Scan the records for the string "Монетка" and state how many lines contain it, using the number alone.
▬▬▬▬▬▬
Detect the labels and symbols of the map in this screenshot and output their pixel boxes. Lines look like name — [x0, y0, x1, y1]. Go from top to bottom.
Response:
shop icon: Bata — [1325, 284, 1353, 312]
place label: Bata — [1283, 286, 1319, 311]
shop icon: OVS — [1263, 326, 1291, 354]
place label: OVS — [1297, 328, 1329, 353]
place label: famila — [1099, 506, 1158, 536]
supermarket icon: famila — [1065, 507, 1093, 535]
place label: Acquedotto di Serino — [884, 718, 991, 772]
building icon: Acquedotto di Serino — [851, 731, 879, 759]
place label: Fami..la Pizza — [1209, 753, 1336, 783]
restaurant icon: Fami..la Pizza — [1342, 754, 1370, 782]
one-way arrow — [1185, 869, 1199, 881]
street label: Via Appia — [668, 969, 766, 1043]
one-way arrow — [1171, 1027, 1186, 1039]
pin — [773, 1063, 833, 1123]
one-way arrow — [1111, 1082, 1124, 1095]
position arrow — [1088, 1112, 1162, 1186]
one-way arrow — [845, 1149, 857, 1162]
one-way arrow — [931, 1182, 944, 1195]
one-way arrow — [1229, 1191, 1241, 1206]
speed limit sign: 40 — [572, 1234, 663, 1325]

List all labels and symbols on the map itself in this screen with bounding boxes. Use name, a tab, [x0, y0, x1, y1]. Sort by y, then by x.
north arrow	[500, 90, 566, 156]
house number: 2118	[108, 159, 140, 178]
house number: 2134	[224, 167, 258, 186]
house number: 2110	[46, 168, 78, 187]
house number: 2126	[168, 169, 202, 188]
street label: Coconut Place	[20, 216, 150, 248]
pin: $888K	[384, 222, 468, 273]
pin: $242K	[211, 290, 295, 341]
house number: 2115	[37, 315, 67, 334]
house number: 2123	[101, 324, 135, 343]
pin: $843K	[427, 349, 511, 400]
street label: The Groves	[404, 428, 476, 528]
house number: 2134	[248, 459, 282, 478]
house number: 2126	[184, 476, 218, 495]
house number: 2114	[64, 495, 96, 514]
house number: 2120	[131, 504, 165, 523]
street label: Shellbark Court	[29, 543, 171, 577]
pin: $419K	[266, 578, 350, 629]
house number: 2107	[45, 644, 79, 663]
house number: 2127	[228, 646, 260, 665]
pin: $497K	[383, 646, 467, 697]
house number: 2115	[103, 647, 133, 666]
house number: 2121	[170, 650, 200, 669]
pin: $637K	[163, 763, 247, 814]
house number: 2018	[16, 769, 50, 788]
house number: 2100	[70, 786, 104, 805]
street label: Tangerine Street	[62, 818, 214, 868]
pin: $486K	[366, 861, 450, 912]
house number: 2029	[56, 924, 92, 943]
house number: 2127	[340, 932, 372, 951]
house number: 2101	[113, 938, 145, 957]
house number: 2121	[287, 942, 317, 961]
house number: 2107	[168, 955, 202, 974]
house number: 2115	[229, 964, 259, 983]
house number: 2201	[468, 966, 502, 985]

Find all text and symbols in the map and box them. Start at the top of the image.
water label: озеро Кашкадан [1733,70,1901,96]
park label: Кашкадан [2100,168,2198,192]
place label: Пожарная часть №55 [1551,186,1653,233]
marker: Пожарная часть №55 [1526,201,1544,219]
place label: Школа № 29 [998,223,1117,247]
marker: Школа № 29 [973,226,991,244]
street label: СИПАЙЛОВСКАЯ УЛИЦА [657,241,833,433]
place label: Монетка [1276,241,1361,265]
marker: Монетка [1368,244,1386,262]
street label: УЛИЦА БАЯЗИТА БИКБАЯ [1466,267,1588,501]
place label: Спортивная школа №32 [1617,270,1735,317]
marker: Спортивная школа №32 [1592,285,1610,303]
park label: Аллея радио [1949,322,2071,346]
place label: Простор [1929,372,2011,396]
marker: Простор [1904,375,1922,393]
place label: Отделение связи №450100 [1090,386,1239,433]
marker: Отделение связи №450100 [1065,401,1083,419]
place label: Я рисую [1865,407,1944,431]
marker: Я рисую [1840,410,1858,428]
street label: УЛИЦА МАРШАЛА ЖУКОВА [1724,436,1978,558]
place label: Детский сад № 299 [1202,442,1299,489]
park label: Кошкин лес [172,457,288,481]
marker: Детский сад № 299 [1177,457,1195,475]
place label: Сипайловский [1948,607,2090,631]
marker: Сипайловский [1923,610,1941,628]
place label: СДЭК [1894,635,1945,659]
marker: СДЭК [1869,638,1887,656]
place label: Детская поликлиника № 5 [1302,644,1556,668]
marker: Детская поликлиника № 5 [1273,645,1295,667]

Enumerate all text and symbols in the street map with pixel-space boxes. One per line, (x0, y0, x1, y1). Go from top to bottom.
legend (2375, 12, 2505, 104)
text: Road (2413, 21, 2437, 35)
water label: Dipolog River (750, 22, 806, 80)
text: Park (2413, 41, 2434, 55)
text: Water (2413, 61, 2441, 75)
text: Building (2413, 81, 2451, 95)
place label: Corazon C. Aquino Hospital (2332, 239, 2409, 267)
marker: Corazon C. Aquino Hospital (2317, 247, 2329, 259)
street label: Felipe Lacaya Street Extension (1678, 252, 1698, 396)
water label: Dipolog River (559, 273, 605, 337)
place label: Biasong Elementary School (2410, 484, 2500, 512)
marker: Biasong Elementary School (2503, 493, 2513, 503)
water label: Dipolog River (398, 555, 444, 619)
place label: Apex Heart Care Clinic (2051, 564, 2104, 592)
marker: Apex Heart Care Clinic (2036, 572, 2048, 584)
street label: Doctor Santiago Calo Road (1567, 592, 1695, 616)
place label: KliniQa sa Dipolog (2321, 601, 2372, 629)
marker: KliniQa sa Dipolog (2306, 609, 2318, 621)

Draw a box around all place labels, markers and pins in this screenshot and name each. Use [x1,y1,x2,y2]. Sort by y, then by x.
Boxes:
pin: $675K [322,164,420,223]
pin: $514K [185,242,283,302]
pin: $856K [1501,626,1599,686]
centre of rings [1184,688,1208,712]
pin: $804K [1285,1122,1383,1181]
▬▬▬▬▬▬
Output below => 2